[Required action] Each line of the data holding "roads" should be found and copied.

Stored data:
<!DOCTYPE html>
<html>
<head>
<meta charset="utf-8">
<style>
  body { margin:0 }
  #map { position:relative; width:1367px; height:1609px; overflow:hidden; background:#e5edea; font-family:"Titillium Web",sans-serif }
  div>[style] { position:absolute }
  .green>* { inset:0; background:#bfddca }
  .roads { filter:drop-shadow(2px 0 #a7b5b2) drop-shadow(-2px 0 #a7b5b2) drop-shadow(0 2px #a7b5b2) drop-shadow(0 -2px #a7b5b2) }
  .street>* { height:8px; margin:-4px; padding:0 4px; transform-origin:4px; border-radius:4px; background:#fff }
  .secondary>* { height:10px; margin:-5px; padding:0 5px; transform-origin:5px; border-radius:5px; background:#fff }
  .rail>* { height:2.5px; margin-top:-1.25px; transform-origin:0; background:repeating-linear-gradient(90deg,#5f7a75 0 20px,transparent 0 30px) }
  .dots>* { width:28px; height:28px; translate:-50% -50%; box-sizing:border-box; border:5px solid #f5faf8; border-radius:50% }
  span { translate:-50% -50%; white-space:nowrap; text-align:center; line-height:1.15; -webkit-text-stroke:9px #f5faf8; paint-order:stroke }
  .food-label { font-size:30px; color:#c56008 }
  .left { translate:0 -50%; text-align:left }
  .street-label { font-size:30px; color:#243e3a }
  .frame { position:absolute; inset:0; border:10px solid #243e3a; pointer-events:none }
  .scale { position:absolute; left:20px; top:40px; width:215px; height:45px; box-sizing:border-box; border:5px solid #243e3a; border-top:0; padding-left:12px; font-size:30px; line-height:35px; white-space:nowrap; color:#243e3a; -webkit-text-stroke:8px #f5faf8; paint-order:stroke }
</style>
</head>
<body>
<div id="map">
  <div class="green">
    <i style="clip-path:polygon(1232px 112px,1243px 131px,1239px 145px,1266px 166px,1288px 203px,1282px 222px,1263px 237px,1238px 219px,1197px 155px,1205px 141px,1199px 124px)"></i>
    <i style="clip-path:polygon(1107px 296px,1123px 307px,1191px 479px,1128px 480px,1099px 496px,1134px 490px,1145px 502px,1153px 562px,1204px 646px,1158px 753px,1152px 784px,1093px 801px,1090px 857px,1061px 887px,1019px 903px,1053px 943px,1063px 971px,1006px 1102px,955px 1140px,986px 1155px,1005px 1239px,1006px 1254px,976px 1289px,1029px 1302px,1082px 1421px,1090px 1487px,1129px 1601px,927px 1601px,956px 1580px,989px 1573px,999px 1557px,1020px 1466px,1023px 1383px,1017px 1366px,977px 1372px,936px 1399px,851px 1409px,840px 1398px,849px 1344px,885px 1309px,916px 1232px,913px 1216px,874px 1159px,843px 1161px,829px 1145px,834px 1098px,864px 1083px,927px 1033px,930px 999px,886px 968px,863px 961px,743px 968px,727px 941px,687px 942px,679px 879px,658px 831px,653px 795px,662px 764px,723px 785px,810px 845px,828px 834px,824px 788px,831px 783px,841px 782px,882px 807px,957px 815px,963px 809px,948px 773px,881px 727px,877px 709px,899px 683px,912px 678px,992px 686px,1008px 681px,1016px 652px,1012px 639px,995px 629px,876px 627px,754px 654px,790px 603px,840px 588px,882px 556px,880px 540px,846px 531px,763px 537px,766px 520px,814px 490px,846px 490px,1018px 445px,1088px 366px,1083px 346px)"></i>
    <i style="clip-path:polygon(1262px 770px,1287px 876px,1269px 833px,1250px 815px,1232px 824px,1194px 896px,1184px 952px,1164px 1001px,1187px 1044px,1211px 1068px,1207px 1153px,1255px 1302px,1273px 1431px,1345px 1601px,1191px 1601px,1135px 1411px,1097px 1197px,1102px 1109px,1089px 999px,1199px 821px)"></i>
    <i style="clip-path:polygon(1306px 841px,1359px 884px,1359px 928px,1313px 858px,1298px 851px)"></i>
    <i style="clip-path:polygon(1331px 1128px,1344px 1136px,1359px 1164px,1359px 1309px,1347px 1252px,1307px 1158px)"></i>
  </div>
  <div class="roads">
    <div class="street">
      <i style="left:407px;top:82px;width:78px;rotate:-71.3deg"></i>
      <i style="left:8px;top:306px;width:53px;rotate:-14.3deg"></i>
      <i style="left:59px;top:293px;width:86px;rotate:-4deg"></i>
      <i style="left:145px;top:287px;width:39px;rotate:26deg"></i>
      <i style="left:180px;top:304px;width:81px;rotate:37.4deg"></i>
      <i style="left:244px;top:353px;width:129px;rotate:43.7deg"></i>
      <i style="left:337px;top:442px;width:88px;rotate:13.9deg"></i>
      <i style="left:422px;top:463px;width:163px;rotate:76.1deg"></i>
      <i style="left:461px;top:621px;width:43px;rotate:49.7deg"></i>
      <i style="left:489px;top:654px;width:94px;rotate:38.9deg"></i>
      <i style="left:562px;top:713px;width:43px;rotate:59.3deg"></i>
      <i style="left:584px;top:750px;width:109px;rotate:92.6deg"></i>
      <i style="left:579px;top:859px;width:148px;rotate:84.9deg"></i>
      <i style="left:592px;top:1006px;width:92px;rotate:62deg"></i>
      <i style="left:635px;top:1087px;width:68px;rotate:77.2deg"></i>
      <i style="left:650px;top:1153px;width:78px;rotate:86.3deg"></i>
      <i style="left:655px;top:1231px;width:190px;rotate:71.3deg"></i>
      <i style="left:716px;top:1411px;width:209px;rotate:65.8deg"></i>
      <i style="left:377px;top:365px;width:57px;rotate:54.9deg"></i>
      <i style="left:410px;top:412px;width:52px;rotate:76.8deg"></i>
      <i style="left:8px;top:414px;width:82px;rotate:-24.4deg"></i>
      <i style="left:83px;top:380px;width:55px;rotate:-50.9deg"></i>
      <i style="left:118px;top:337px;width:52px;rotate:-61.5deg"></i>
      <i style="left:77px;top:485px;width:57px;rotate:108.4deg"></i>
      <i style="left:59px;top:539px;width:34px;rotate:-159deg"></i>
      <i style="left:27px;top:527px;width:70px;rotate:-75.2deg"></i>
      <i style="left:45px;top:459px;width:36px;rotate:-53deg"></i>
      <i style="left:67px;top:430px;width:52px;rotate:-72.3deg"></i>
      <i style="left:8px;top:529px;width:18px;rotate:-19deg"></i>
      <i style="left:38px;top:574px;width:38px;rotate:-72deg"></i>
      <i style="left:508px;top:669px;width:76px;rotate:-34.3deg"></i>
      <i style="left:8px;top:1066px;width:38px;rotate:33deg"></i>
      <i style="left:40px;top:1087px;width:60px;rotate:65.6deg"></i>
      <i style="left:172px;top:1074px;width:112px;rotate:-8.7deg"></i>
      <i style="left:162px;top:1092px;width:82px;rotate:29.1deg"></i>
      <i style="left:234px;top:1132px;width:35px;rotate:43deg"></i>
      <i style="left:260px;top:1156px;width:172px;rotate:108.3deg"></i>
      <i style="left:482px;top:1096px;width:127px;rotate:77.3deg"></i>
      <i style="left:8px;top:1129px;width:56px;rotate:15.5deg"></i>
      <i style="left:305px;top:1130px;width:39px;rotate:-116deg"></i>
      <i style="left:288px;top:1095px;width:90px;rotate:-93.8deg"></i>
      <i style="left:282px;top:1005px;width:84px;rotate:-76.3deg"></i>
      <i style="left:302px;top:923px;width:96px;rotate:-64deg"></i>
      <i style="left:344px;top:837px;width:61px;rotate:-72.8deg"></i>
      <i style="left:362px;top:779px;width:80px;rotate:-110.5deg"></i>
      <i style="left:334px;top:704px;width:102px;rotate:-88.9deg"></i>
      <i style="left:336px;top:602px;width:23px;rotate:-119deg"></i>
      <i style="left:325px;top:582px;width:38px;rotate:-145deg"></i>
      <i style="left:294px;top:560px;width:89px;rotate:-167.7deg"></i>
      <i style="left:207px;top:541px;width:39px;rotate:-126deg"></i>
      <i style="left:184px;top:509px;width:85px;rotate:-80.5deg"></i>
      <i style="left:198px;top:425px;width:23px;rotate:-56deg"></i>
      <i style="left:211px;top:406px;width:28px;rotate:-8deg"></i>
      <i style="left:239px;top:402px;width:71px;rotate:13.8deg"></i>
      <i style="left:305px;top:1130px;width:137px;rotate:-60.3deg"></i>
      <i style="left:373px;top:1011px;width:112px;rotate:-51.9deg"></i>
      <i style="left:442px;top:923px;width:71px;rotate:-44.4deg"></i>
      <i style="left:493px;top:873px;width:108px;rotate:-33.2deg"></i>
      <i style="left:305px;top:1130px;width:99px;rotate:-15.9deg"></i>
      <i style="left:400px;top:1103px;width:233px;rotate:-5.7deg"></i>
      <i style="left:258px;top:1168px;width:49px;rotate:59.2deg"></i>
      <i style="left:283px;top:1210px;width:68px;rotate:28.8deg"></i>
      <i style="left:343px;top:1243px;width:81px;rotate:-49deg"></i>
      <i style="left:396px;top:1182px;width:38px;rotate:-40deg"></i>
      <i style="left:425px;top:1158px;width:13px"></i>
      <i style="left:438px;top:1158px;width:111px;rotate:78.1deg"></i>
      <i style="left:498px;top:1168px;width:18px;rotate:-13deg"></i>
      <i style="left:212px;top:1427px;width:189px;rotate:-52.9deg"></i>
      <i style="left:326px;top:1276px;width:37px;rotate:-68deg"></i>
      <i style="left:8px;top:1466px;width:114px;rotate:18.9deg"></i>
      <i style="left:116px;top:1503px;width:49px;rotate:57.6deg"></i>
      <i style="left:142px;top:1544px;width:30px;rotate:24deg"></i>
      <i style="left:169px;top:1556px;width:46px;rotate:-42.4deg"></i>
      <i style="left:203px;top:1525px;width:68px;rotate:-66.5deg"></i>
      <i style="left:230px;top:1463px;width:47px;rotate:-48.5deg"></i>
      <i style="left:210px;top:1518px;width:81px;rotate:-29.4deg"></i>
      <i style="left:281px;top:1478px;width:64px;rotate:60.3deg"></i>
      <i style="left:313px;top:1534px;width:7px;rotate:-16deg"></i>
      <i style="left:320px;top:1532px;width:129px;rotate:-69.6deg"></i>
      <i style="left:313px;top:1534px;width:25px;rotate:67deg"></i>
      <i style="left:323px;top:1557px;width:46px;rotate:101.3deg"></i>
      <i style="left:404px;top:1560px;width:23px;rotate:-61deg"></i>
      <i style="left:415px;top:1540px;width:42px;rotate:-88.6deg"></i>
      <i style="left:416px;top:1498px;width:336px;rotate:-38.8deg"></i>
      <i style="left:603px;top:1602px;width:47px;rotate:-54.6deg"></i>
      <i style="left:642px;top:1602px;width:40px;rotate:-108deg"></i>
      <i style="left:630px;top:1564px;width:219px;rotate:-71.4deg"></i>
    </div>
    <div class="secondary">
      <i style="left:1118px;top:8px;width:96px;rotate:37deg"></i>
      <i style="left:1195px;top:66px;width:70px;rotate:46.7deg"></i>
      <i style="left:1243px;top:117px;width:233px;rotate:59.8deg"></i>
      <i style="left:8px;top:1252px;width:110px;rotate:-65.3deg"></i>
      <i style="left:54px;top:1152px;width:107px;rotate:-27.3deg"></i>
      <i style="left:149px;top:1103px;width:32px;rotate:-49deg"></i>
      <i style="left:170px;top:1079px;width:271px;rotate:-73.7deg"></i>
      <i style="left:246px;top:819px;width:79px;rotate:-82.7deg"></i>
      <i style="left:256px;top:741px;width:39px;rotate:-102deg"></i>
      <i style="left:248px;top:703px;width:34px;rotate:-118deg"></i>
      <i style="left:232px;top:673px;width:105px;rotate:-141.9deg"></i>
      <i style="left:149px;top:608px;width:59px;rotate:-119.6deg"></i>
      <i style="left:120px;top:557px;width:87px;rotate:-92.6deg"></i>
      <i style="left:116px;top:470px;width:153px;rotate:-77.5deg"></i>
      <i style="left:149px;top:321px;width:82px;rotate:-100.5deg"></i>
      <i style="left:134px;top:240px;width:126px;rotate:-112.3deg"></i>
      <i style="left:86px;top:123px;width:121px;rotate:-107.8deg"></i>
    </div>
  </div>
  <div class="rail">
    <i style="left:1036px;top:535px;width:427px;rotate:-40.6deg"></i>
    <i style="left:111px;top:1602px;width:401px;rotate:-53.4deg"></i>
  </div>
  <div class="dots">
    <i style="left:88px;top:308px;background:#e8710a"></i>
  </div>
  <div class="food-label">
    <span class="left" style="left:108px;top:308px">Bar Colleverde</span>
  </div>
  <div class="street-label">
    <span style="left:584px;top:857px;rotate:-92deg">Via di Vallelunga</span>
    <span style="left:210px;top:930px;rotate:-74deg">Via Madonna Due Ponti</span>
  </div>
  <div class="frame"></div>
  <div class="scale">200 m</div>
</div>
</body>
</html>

[Answer space]
  .roads { filter:drop-shadow(2px 0 #a7b5b2) drop-shadow(-2px 0 #a7b5b2) drop-shadow(0 2px #a7b5b2) drop-shadow(0 -2px #a7b5b2) }
  <div class="roads">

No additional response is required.